Segment Open
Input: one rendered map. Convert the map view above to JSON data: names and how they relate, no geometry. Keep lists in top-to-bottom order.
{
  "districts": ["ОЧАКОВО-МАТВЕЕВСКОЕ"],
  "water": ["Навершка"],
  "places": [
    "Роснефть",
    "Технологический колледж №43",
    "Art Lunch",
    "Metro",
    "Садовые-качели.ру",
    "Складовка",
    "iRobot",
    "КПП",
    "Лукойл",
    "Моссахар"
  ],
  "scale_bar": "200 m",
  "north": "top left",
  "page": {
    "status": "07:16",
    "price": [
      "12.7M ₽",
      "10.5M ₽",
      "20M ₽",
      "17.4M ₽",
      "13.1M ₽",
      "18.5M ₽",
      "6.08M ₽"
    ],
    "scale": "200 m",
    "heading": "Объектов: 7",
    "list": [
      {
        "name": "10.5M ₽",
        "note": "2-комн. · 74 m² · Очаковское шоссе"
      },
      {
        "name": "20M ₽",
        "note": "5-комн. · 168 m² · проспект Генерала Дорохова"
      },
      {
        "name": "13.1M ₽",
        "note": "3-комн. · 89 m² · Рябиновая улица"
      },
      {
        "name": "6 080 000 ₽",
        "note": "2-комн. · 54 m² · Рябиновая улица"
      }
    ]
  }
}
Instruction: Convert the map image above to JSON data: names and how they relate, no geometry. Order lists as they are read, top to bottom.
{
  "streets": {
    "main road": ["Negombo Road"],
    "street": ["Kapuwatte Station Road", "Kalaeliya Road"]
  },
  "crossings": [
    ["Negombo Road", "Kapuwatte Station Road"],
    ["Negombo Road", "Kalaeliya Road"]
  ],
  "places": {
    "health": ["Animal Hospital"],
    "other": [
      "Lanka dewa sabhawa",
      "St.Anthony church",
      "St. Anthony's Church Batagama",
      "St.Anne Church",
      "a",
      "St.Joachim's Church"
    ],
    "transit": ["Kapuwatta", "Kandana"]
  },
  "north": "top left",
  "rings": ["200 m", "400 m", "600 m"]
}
Segment Closed
Work instructions
Each line of the listing is to be reproduced verbatim.

Solution
Input: one rendered map. Convert the map view above to JSON data: names and how they relate, no geometry. Keep lists in top-to-bottom order.
{
  "districts": ["ОЧАКОВО-МАТВЕЕВСКОЕ"],
  "water": ["Навершка"],
  "places": [
    "Роснефть",
    "Технологический колледж №43",
    "Art Lunch",
    "Metro",
    "Садовые-качели.ру",
    "Складовка",
    "iRobot",
    "КПП",
    "Лукойл",
    "Моссахар"
  ],
  "scale_bar": "200 m",
  "north": "top left",
  "page": {
    "status": "07:16",
    "price": [
      "12.7M ₽",
      "10.5M ₽",
      "20M ₽",
      "17.4M ₽",
      "13.1M ₽",
      "18.5M ₽",
      "6.08M ₽"
    ],
    "scale": "200 m",
    "heading": "Объектов: 7",
    "list": [
      {
        "name": "10.5M ₽",
        "note": "2-комн. · 74 m² · Очаковское шоссе"
      },
      {
        "name": "20M ₽",
        "note": "5-комн. · 168 m² · проспект Генерала Дорохова"
      },
      {
        "name": "13.1M ₽",
        "note": "3-комн. · 89 m² · Рябиновая улица"
      },
      {
        "name": "6 080 000 ₽",
        "note": "2-комн. · 54 m² · Рябиновая улица"
      }
    ]
  }
}
Instruction: Convert the map image above to JSON data: names and how they relate, no geometry. Order lists as they are read, top to bottom.
{
  "streets": {
    "main road": ["Negombo Road"],
    "street": ["Kapuwatte Station Road", "Kalaeliya Road"]
  },
  "crossings": [
    ["Negombo Road", "Kapuwatte Station Road"],
    ["Negombo Road", "Kalaeliya Road"]
  ],
  "places": {
    "health": ["Animal Hospital"],
    "other": [
      "Lanka dewa sabhawa",
      "St.Anthony church",
      "St. Anthony's Church Batagama",
      "St.Anne Church",
      "a",
      "St.Joachim's Church"
    ],
    "transit": ["Kapuwatta", "Kandana"]
  },
  "north": "top left",
  "rings": ["200 m", "400 m", "600 m"]
}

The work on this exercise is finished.